Они схватили меня за руки, я отбивался, пытался закричать, но чья-то ладонь накрыла мне рот, я несколько раз укусил своего обидчика. Эсон, а это точно был он, нанес мне сильный удар ногой в живот, и я задохнулся от боли. Меня грудью прижали к колонне, поддерживающей свод перистиля, и завязали впереди руки чьим-то поясом. Я вырывался, стремясь сбросить путы, но безуспешно. На мне порвали тунику, и куски материи запихнули в рот, чтобы я не мог кричать и звать кого-либо на помощь.
– Надо же, – Эсон обошел кругом колонну, к которой я был привязан, – раб еще пытается сопротивляться!
– Он укусил меня! – пожаловался один из его друзей.
– Вы видите поверженного льва, – заявил Эсон. – Какая ярость в его глазах! Будь он на свободе – порубил бы нас на кусочки.
Они начали осыпать меня оскорблениями, трогать и щипать.
– Он заплакал! Глядите, он плачет! Наш юный раб, оказывается, еще не отвык от материнской груди, но мы сделаем из него мужчину.
Тут один из них, возможно, самый благоразумный или менее опьяненный, спросил Эсона, не попадет ли им от Каласа за то, что тронули его раба.
– Пустое, – отмахнулся Эсон, – Каласа нет сейчас в доме, а отец, если что, заплатит. Думаешь, каким образом Калас так удачно женился на македонке? Да мой отец сожительствовал с его Алкменой, пока славный племянник воевал в дальних краях. Откупился, и слава богам, что она за это время не нарожала нам ублюдков [7], таких же, как и сам Калас. Мой дядя, да упокоится он в Аиде, прижил моего двоюродного братца от какой-то рабыни, а потом привез в дом.
Я продолжал яростно дергать свои путы. «Мой господин – сын рабыни!» – эта мысль пронзила меня, я испытал жалость к Каласу. Эти молодые юнцы оскорбляли моего эраста, унижали его достоинство. Эсон прижал меня своим телом к колонне, пахнул в лицо перебродившим вином:
– Посмотрим, хорошо ли мой братец воспитывает своего ученика, судя по отметинам на спине – с любовью! – Все вокруг засмеялись.

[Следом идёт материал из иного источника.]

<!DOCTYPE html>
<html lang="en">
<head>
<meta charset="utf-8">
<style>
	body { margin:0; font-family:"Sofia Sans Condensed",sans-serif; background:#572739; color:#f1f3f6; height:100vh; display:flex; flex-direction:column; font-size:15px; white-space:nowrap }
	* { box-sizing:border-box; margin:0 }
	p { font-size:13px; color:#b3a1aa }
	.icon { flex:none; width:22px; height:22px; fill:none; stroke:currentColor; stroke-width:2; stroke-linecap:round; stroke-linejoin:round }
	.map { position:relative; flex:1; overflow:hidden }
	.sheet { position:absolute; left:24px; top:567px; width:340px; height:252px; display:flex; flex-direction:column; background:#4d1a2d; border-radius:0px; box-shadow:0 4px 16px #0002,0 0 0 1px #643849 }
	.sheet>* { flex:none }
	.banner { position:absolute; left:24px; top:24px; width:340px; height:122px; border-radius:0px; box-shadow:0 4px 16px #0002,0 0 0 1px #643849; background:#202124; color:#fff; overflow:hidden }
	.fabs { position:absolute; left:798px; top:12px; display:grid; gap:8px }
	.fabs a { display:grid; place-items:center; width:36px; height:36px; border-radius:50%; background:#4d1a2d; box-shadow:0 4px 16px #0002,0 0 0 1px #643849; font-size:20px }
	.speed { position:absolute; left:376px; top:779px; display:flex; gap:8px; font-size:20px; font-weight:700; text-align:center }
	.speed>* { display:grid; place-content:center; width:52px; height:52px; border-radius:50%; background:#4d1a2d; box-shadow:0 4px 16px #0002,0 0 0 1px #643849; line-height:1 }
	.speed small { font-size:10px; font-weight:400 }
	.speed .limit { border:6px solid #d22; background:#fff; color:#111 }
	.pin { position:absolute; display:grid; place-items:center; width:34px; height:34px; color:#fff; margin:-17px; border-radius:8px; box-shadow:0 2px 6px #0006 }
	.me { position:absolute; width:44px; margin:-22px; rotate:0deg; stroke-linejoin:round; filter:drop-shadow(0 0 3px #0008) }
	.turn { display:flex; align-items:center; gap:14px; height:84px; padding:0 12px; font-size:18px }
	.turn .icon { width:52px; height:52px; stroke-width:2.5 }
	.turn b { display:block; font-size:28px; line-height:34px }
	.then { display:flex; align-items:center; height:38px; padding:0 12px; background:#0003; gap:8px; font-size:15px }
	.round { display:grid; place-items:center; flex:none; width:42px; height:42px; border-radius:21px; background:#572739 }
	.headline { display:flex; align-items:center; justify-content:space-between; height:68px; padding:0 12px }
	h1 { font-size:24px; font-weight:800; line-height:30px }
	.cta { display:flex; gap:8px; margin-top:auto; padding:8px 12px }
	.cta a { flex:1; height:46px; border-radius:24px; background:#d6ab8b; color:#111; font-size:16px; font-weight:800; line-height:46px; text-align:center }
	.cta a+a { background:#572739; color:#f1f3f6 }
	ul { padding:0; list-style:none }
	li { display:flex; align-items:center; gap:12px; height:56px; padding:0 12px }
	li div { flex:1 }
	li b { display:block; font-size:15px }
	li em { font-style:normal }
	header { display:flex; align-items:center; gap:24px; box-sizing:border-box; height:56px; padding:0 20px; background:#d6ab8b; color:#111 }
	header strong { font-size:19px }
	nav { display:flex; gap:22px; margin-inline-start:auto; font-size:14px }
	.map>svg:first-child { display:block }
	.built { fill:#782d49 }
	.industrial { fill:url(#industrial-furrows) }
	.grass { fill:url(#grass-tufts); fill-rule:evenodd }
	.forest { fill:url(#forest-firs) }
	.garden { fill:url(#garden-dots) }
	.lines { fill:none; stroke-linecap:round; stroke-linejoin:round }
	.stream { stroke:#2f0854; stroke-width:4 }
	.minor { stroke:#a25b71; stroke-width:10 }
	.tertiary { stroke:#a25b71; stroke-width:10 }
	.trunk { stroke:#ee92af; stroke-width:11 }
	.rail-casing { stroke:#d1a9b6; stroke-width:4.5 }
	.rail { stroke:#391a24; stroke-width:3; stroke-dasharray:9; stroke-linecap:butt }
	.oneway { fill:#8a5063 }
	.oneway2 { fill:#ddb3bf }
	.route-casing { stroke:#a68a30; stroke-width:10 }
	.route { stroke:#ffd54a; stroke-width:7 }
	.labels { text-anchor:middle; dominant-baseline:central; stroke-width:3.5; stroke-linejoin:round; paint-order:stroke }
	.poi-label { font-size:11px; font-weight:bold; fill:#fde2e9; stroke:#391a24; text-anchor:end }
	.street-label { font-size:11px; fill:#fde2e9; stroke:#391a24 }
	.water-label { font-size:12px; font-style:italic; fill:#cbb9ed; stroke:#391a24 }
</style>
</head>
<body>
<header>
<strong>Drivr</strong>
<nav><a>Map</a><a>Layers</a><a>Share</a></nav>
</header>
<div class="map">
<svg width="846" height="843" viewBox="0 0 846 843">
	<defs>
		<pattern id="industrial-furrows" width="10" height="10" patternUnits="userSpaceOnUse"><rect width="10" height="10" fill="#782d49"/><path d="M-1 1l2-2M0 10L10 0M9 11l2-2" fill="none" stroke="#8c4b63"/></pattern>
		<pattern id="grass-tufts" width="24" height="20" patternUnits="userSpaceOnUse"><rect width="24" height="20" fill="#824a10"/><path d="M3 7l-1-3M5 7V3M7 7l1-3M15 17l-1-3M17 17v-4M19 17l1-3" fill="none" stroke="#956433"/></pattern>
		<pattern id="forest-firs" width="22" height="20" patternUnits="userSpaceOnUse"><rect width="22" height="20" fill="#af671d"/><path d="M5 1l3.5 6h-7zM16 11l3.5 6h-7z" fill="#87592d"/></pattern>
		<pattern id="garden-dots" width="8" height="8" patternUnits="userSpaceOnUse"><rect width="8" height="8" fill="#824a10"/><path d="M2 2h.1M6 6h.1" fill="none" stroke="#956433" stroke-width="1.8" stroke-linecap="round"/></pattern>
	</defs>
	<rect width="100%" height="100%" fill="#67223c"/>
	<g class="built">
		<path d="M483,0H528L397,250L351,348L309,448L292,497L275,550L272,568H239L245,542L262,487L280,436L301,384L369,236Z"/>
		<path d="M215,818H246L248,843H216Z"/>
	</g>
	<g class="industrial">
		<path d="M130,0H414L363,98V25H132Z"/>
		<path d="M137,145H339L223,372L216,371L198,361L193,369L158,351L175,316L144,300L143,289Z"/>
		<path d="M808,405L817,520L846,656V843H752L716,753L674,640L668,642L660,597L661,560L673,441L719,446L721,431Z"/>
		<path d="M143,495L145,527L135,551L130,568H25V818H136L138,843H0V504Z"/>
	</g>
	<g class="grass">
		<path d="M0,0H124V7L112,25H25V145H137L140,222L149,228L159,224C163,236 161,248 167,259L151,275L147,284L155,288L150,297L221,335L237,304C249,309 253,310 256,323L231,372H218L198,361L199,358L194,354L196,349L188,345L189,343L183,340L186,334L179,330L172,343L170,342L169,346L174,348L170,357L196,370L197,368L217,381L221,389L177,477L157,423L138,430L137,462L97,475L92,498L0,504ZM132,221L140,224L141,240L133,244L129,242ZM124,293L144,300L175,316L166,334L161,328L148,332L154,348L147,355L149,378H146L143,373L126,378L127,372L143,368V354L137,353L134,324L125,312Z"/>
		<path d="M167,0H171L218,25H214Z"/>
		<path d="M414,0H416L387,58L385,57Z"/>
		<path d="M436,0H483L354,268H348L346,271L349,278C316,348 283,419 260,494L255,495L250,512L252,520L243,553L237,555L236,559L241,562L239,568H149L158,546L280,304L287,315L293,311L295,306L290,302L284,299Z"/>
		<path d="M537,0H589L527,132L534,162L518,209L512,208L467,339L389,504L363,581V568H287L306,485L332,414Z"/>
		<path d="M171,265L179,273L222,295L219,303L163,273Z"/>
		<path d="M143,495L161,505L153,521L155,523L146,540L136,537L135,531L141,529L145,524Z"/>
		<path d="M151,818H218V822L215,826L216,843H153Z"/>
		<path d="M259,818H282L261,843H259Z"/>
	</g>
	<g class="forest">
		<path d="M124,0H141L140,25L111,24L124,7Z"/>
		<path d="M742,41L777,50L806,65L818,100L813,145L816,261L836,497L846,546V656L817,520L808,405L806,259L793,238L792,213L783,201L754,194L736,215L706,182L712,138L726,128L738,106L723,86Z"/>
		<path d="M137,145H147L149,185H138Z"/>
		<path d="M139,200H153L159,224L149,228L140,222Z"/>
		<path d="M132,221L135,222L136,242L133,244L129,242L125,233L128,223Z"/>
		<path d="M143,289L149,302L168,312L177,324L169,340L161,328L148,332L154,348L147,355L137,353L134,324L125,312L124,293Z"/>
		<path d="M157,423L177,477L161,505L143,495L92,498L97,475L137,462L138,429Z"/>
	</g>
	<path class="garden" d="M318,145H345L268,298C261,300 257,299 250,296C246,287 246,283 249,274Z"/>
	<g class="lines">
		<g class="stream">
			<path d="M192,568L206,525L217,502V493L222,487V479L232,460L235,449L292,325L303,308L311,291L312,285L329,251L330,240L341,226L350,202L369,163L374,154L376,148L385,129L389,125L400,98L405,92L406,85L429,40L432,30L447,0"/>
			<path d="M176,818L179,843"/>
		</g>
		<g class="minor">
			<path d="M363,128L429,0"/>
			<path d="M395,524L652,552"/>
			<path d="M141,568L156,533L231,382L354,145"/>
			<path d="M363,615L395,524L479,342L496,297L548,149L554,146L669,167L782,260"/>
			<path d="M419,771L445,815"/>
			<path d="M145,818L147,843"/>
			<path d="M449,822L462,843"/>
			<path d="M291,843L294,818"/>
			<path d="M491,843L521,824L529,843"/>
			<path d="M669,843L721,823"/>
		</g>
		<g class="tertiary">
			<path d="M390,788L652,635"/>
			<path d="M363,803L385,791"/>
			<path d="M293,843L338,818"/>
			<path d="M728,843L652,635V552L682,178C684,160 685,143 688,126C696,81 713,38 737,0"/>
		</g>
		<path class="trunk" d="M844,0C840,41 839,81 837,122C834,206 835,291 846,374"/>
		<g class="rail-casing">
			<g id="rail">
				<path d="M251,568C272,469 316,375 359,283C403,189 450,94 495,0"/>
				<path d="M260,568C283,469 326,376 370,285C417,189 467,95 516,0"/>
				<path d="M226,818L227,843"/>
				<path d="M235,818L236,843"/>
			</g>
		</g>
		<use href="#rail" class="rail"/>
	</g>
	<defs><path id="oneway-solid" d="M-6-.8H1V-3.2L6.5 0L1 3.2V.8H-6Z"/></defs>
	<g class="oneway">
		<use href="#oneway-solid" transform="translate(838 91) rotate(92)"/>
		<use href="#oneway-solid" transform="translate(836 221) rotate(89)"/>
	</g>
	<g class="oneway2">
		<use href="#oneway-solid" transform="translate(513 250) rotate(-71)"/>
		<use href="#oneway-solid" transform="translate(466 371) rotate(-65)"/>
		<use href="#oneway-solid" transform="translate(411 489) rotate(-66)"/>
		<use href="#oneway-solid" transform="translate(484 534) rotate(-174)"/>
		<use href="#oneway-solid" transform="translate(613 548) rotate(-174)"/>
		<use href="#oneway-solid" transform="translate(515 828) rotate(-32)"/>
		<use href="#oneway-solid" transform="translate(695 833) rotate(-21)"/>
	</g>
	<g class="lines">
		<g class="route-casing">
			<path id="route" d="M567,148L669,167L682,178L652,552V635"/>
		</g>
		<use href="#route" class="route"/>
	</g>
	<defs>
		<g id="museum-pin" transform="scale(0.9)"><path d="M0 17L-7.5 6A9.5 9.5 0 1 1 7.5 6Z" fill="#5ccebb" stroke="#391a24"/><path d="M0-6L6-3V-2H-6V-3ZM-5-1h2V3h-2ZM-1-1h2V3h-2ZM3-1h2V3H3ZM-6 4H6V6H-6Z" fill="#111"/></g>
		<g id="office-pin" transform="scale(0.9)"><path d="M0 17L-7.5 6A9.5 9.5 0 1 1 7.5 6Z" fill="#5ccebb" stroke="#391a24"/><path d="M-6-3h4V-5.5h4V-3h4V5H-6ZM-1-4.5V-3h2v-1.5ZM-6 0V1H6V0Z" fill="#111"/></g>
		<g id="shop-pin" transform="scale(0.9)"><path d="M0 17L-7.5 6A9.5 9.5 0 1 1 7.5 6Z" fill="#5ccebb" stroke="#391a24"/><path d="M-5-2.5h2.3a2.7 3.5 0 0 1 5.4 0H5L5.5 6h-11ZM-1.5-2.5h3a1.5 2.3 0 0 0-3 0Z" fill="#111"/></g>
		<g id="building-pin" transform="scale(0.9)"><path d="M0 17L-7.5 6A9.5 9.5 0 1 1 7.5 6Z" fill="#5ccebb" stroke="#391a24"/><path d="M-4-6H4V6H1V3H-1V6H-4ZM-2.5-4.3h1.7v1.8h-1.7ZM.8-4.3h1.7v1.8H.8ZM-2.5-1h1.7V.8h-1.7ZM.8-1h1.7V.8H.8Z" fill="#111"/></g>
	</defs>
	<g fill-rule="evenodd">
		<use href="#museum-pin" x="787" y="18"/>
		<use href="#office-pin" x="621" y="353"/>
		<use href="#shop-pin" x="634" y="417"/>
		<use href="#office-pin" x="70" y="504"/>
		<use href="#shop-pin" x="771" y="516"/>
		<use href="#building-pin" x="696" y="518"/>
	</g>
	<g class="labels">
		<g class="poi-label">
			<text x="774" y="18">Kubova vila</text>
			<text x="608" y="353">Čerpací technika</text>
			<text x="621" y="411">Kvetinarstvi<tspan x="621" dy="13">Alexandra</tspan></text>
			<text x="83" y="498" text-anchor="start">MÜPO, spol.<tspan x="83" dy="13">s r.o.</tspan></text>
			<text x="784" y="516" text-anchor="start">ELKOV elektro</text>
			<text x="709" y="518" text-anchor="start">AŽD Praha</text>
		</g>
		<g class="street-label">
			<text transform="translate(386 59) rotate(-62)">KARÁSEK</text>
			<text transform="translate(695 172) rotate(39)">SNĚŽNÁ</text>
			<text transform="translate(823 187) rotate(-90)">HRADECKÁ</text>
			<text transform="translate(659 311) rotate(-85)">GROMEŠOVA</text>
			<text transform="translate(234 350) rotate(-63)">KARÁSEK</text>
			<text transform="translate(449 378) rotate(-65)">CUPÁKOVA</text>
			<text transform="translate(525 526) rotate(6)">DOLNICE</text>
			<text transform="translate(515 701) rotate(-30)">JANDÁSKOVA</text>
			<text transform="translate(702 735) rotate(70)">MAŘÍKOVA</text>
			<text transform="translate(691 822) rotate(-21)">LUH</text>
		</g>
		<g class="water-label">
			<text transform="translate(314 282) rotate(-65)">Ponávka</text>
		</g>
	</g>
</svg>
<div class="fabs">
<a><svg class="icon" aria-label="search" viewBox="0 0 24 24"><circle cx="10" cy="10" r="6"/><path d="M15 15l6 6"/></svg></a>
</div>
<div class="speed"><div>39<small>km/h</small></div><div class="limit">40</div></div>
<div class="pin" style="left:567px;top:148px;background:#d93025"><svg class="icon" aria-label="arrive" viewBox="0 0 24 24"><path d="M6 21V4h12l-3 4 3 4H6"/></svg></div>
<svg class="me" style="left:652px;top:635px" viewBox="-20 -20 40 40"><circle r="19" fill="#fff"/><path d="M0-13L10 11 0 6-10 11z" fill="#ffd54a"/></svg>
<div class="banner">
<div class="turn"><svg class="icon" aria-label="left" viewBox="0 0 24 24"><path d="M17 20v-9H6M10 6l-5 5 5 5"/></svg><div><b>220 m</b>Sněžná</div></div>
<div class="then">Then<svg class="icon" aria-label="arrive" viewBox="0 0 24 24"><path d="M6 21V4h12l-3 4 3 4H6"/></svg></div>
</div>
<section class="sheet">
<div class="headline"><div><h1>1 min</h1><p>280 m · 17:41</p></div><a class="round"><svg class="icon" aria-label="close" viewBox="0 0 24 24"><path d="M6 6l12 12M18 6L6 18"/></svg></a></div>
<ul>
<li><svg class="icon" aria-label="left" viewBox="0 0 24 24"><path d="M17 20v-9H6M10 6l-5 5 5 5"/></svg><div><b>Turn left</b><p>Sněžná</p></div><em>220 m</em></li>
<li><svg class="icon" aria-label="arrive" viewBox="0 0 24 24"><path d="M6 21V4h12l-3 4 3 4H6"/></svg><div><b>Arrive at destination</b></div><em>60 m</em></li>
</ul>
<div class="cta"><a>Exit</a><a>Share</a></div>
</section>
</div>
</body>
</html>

Я почувствовал резкую боль, заметался, когда пальцы Эсона грубо проникли в меня. – Какой красивый зад, – услышал я голос Эсона. Он встал перед моими глазами, приводя в готовность свое копье. – Раб, сейчас ты будешь повержен! – мои ягодицы раздвинули, не переставая крепко удерживать за ноги. Эсон пристроился сзади, готовясь осуществить свой замысел.
– Что здесь происходит? Что за шум?
Сквозь жгучую пелену, застилавшую мои глаза, я разглядел Пелия, стоявшего на входе в перистиль и опирающегося на руку своего слуги, что-то быстро шептавшего ему на ухо. По всей видимости, тот живописал картину, представшую бы взору Пелия, если бы не его слепые глаза. Пелий медленно подошел ко мне, юноши, озираясь, отступали с его пути. Руки старика ощупали мое тело и лицо:
– Это ученик Каласа! – властные и сильные нотки звучали в голосе главы дома. – Никто из вас не смеет к нему прикасаться.
– Он – раб! – визгливо возразил Эсон, пытаясь показать, что имеет на свое деяние все права. – Отец заплатит Каласу.
– Я прикажу наказать тебя плетьми, – грозно промолвил Пелий, – за свои поступки ты сам должен отвечать, а не твой отец. Освободите Энея!
Мне тут же развязали руки, вынули кляп изо рта. Я сполз вниз и обнял ноги Пелия, шепча слова благодарности. Старик наклонился и положил руку мне на плечо:
– А ты, сынок, встань! Не следует будущему воину так лежать на земле – ты позоришь своего наставника.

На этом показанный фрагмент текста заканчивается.